Tanzania

Five stages of being a Raleigh Tanzania homestay family

11th September 2017

During projects local families in the village open their homes to venturers and volunteer managers. Staying with a family offers an insight into village life and enables the venturers to build strong ties within the community. Alpha 2 spoke to their homestay families to find out what it has been like to open their homes so generously to Raleigh Tanzania volunteers. Here are their five stages of being a homestay family.

Words by Jack, Rachel and Oriana. Photos by volunteer manager Lewis.

One – Karibu! (Welcome!)

It’s important that volunteers feel welcome in the village. Fortunately this is one thing that the homestay families didn’t struggle with. Generosity is a characteristic of Tanzanian culture, and their big hearts were appreciated by us all. Homestay Mama Aloisi Lukwewe decided to take venturers Stefan and Rico into her home because, “The volunteers have come to do good work in our village.”

Two – Share Tanzanian delicacies

You definitely don’t want your volunteers to go hungry. Wonderful Tanzanian dishes await in the homestays such as ugali (made from maize flour), beans, fresh green leaf vegetables and fruit. You might experience a ‘Kilimanjaro’ dinner portion with a ‘mountain’ of food on your plate! This is all prepared by homestay mamas on small charcoal stoves with minimal cooking equipment.

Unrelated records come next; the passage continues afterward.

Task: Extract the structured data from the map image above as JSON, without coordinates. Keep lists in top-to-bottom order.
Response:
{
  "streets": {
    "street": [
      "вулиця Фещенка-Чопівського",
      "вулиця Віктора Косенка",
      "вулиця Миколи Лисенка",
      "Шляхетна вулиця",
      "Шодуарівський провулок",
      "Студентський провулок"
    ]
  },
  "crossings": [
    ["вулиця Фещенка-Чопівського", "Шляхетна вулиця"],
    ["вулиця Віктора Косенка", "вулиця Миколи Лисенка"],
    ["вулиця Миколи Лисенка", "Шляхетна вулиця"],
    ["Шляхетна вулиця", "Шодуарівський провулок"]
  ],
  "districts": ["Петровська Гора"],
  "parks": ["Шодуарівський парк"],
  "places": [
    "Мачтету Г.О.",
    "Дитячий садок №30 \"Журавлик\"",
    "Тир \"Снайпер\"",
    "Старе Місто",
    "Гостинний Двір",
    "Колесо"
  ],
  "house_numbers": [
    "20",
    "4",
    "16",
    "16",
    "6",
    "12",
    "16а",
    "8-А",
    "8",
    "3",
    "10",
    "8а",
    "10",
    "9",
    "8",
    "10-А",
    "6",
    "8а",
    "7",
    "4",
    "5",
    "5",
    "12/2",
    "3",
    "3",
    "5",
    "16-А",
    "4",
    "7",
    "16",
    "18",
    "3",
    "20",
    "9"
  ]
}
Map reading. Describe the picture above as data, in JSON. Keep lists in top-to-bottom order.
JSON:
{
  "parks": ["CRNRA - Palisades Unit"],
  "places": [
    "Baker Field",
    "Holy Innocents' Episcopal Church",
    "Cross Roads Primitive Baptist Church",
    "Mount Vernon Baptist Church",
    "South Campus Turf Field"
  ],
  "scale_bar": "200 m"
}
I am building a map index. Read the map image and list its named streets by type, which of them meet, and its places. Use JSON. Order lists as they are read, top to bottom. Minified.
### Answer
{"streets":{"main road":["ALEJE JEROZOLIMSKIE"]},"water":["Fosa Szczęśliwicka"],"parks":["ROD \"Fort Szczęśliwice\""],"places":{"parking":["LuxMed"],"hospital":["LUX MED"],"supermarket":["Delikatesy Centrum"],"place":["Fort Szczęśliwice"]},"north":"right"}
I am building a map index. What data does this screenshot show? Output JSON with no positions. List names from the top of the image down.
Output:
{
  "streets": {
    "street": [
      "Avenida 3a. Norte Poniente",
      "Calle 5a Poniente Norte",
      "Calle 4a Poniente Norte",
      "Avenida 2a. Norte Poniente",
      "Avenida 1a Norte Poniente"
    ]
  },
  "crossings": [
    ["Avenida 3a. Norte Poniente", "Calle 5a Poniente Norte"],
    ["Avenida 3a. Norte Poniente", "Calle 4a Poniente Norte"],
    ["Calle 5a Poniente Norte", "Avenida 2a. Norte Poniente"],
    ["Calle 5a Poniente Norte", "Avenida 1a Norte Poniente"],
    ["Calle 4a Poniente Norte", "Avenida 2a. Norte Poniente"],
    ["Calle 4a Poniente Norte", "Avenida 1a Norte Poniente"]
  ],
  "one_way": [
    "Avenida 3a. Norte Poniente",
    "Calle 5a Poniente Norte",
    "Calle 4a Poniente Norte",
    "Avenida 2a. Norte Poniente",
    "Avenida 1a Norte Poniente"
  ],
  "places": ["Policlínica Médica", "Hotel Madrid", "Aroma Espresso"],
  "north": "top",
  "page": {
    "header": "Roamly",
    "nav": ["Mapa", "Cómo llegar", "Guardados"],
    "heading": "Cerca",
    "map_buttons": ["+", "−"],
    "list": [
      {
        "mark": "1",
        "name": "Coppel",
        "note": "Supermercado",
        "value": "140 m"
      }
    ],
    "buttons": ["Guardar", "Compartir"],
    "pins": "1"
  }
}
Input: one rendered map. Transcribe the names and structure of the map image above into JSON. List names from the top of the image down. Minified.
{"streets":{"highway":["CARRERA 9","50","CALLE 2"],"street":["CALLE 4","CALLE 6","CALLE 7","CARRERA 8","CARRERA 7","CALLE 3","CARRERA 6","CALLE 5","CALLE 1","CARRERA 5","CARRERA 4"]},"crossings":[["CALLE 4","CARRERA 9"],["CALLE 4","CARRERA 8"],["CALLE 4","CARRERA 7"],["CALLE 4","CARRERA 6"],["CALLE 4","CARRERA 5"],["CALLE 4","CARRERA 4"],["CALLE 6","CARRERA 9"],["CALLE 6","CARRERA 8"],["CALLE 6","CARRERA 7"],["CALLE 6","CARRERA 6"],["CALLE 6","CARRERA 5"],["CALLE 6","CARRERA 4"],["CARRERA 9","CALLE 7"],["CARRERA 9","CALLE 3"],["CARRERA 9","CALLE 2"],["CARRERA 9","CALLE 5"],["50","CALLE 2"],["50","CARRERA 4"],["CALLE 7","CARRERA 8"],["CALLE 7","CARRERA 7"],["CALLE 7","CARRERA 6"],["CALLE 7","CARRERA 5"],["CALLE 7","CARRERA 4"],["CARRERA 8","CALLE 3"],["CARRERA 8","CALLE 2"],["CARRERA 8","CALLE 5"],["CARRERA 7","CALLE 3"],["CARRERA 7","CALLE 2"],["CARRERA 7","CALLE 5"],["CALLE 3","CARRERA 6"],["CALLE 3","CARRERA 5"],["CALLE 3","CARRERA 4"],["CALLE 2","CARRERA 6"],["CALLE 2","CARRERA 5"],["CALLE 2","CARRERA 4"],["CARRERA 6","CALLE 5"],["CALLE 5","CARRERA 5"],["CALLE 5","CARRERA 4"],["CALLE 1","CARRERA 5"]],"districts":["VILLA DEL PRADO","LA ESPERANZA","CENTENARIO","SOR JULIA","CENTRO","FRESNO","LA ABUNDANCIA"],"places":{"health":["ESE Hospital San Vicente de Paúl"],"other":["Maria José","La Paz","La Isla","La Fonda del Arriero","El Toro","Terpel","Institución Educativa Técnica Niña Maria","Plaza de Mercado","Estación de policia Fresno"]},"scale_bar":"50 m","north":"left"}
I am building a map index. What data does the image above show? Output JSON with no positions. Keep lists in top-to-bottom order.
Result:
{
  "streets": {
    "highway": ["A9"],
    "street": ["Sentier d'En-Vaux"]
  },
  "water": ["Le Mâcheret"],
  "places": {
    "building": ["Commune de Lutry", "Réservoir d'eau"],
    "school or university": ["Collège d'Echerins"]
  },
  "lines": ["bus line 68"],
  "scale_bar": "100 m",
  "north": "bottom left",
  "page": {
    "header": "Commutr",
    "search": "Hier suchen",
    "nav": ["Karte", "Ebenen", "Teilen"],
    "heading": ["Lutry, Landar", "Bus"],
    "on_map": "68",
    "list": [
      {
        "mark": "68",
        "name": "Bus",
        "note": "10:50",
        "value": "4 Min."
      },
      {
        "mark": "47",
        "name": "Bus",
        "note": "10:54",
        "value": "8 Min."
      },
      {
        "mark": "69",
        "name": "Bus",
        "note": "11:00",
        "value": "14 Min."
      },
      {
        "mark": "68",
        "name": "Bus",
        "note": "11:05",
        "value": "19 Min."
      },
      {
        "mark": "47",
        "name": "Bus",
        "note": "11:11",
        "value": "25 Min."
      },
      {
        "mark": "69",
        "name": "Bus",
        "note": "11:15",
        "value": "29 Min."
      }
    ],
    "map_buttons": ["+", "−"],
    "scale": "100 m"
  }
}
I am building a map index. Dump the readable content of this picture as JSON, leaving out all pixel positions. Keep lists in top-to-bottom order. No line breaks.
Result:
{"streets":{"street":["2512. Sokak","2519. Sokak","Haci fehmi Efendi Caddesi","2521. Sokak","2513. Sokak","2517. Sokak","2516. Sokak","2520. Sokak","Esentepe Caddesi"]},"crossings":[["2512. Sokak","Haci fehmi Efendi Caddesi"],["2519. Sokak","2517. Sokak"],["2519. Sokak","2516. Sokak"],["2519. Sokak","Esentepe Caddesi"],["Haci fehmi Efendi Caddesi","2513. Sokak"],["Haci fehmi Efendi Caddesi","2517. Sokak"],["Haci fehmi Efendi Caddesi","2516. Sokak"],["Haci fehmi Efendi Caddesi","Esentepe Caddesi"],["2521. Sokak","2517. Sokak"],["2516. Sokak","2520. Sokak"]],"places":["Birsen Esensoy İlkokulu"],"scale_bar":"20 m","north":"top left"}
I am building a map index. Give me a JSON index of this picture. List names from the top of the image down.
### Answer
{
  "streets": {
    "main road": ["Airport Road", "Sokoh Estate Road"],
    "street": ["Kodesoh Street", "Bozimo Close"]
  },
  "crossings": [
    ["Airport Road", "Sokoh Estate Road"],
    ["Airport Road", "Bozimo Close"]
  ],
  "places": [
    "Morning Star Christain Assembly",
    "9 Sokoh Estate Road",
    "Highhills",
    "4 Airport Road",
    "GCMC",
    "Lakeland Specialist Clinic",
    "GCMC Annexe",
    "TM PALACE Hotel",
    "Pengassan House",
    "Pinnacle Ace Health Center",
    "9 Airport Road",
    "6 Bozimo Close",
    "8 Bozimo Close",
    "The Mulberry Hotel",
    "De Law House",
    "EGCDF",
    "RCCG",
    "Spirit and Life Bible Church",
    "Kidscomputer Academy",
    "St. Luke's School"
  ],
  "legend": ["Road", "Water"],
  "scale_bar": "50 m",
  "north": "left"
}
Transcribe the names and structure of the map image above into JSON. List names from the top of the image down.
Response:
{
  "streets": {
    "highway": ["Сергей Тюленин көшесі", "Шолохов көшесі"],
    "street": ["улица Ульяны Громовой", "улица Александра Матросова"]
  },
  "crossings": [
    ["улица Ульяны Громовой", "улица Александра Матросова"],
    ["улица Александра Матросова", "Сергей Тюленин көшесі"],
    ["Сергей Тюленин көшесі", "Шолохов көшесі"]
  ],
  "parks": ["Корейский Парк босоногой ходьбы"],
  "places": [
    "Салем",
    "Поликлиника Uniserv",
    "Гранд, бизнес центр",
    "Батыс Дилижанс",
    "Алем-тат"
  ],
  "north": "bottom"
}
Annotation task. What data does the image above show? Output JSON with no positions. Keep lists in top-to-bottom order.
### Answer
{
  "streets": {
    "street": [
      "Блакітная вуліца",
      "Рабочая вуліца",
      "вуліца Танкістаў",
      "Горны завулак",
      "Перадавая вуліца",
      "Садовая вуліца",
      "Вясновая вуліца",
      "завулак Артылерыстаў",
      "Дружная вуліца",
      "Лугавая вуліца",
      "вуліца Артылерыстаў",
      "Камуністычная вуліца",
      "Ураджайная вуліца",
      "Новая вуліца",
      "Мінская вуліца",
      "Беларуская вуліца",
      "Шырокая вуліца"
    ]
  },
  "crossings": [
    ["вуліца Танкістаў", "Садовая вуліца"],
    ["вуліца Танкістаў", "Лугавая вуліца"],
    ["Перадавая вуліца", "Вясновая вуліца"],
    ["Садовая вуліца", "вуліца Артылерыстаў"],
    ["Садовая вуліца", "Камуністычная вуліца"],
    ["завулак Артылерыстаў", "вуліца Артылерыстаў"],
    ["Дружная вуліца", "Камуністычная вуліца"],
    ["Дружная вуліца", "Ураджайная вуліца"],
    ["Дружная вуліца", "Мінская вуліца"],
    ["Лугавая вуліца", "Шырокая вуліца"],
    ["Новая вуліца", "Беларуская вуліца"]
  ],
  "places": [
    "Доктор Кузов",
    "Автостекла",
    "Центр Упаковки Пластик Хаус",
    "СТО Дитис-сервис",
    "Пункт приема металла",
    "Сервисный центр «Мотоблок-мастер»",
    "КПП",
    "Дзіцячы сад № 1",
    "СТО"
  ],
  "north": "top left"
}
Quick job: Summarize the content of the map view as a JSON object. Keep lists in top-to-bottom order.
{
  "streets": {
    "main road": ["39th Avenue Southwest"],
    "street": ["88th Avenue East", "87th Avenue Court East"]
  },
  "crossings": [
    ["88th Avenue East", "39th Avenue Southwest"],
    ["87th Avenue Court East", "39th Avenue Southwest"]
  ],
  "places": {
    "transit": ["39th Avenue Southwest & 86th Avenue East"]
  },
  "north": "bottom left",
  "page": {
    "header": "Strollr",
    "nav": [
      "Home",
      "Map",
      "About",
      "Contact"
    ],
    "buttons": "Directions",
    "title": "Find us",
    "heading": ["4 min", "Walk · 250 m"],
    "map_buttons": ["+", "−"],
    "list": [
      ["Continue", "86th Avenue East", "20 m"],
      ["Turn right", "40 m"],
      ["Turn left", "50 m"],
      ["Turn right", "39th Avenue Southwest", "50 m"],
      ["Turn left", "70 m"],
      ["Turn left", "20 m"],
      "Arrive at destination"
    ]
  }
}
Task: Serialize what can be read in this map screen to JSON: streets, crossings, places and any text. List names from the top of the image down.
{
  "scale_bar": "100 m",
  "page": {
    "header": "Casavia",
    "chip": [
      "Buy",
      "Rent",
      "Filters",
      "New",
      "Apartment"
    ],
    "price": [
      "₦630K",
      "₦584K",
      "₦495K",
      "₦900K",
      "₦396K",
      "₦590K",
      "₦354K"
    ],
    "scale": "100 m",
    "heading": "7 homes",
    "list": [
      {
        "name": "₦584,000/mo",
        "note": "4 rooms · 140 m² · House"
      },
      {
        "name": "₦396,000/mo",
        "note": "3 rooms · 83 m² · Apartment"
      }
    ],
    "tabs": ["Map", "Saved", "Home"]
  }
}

Three – Learn about your cultural differences

Both international and Tanzanian volunteers have engaged one another through their cultural differences. A highlight for Homestay Mama Winfrida Nyayuigu was, “Seeing the international venturers trying ugali for the first time.” Cultural similarities can be just as great. A fond memory for volunteer manager Esther was the fun time she spent with Homestay Mama Jareeda simply preparing vegetables and dinner for the volunteers and family.

Four – Have a good time

Homestay families loved to build relationships with the venturers and engaging in conversation developed these bonds. However, it was great that there was a Tanzanian venturer in each homestay to translate for the international venturers. Alastair and Nik’s homestay family said, “We love chatting when we’re together in the evening and exchanging ideas.” Village Chairman Martin Shikwaelala enjoyed philosophical debates with his venturers Shoeb and Jack in spite of the language barrier.

Five – Say goodbye

After three weeks you will have to say goodbye to your venturers to make way for new ones. Homestay Mama Jareeda commented, “It makes me very sad and lonely when they leave” while Homestay Mama Farida Mohamedi said, “We feel as though they have become part of the family so it’s heartbreaking and hard to adjust to them leaving for it then to happen all over again with a new group.”

It’s clear that the local community have been happy to host venturers and that both homestay families and venturers enjoy being together and having fun. Thank-you homestay Mamas and Babas, we have loved our time getting to know you and your families!